Hi @stapelberg , I would really appreciate it if you could take a look at this PR when you get a chance!

stapelberg commented 1 year ago

Currently, when vector reads are enabled, this FUSE library stops providing the pre-allocated read buffer. We would like to use vectored reads, but the pre-allocated read buffer is still very useful for us.

I though the whole point of using vectored reads is to avoid using library-provided buffers. Are you saying using vectored reads is still faster, even without the buffer management difference?

cc @vitalif who contributed vectored read support

sbauersfeld commented 1 year ago

@stapelberg The benefit of using vectored reads is that file system implementations are not forced to copy data into the library provided buffer.

In our case, we sometimes have the data in memory already and enabling vectored reads allows us to skip a data copy. But sometimes we don't have the data in memory, and if we enable vectored reads, we will need to allocate our own memory to hold the data. This is a bit wasteful and slow in comparison to reusing the library provided buffer, which has already been allocated by the library.

vitalif commented 1 year ago

I'd also say it's a strange idea. Why can't you just keep a pool of allocated buffers if you want to avoid memory allocation cost? And in fact why do you want to avoid the allocation cost if you're anyway reading from the network? Reading from the network will be slower anyway. And you won't be able to reuse this buffer, it will only be used for 1 read...

sbauersfeld commented 1 year ago

Thanks for the reply @vitalif . It is not just about the memory allocation cost, its also about the total memory usage of our system. The library provided buffer memory has already been allocated, and it actually is not released. This library provided memory buffer is kept around and later reinserted into the freelists so it can be reused for the next operation.
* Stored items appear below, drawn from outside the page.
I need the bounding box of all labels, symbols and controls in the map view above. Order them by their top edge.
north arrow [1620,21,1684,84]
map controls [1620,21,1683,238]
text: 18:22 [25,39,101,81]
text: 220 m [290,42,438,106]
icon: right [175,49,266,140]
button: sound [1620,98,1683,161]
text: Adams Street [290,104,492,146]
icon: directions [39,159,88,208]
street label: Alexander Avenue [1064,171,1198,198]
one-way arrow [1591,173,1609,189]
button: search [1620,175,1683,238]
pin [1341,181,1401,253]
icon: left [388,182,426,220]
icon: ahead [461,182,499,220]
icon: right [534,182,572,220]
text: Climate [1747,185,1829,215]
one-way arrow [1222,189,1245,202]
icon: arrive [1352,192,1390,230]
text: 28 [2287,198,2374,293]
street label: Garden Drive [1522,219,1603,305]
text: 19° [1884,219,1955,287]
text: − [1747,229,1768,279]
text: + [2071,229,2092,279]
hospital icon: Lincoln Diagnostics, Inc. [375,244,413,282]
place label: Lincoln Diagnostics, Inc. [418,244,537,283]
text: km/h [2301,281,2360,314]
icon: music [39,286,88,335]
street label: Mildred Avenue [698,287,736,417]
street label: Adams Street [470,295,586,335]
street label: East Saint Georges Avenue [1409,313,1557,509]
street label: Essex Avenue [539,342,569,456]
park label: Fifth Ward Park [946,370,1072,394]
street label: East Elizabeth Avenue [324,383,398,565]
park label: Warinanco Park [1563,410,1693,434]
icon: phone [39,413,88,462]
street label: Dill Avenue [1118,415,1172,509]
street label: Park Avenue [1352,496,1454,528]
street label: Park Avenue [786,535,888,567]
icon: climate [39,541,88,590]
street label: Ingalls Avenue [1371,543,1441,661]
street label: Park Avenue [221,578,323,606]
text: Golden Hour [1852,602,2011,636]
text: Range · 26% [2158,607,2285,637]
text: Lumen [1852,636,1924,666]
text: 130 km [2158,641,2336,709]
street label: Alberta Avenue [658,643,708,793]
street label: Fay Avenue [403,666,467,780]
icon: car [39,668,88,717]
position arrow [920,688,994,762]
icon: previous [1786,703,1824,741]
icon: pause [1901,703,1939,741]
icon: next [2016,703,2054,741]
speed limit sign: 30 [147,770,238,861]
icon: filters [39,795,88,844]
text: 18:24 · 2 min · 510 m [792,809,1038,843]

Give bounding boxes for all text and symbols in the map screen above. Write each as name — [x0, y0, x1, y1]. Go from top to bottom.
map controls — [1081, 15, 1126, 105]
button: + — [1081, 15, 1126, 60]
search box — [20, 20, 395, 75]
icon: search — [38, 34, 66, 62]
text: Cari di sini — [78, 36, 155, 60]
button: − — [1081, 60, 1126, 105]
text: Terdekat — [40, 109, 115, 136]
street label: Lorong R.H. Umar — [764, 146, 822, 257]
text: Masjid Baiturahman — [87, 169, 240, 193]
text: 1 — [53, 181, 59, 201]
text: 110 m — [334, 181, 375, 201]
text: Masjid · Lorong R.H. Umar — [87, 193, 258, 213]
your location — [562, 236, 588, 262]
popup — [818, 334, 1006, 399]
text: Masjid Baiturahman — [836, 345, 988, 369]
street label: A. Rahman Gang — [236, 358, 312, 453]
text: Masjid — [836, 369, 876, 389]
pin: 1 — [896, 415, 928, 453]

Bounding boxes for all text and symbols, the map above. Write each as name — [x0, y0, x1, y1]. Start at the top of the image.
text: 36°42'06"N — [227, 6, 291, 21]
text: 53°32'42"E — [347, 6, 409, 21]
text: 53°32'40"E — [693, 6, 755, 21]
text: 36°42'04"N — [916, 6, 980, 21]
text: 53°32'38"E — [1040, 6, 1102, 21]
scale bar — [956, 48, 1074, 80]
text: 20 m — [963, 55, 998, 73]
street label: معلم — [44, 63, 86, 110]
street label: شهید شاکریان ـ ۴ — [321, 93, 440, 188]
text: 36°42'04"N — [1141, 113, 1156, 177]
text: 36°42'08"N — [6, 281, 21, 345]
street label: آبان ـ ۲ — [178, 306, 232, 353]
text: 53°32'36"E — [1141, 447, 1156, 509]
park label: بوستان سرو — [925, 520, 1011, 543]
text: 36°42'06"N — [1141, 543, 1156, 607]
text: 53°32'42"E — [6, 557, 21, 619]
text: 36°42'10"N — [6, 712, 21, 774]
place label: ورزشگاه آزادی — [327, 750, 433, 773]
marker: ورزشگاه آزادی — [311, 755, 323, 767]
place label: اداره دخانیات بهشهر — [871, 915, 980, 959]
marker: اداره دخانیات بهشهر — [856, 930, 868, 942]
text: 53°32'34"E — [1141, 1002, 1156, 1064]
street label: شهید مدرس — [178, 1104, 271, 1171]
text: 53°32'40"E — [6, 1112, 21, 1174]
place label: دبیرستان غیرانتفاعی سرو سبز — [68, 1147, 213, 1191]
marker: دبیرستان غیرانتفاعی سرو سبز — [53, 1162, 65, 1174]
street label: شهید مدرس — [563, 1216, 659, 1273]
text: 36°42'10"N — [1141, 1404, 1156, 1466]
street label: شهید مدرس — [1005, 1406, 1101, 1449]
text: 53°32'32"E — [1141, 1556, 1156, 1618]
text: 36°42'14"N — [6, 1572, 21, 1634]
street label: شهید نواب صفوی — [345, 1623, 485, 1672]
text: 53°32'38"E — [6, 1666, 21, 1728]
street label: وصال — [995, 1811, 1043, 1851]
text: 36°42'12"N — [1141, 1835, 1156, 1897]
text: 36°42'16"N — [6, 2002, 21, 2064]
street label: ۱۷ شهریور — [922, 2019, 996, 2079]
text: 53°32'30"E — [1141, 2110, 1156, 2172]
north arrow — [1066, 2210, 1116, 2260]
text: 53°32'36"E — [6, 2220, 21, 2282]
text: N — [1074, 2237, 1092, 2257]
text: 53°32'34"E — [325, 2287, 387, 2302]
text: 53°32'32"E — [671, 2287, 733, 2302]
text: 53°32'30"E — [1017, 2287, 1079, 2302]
Also, this memory buffer is always at least 1 MB in size since it is allocated to be large enough to hold the largest possible message from the kernel.

Yes, we certainly can keep our own pool of 1 MB buffers, or just suffer the performance hit of frequently allocating and releasing memory buffers (which we have actually found to be non-negligible even with the network latency).

However, if we can simply reuse the library provided buffer, then we don't need to duplicate memory allocations, which reduces the overall memory usage and complexity of our system and increases performance.

sbauersfeld commented 1 year ago

Hi @stapelberg any more comments on this?

stapelberg commented 9 months ago

I’m willing to accept patches that result in jacobsa/fuse releasing memory earlier if possible, or to introduce size classes within the freelist to rightsize overall memory consumption.

But, the pull request in its current form seems too specific of a performance optimization to me.

Sharing buffers between the jacobsa/fuse package and its users only for performance reasons (as opposed to interchange data) increases complexity of the code and API surface too much for too little gain.

Therefore, I’ll close this PR for now. Do feel free to suggest different performance optimizations, though.

Thanks.


(Note for myself: I vaguely remembered Go code that assigned function arguments to local variables in order for the garbage collector to reclaim the associated memory more quickly, and I was wondering if we should pursue something like that here. However, that technique seems to be not required with Go 1.8+, so nevermind that.)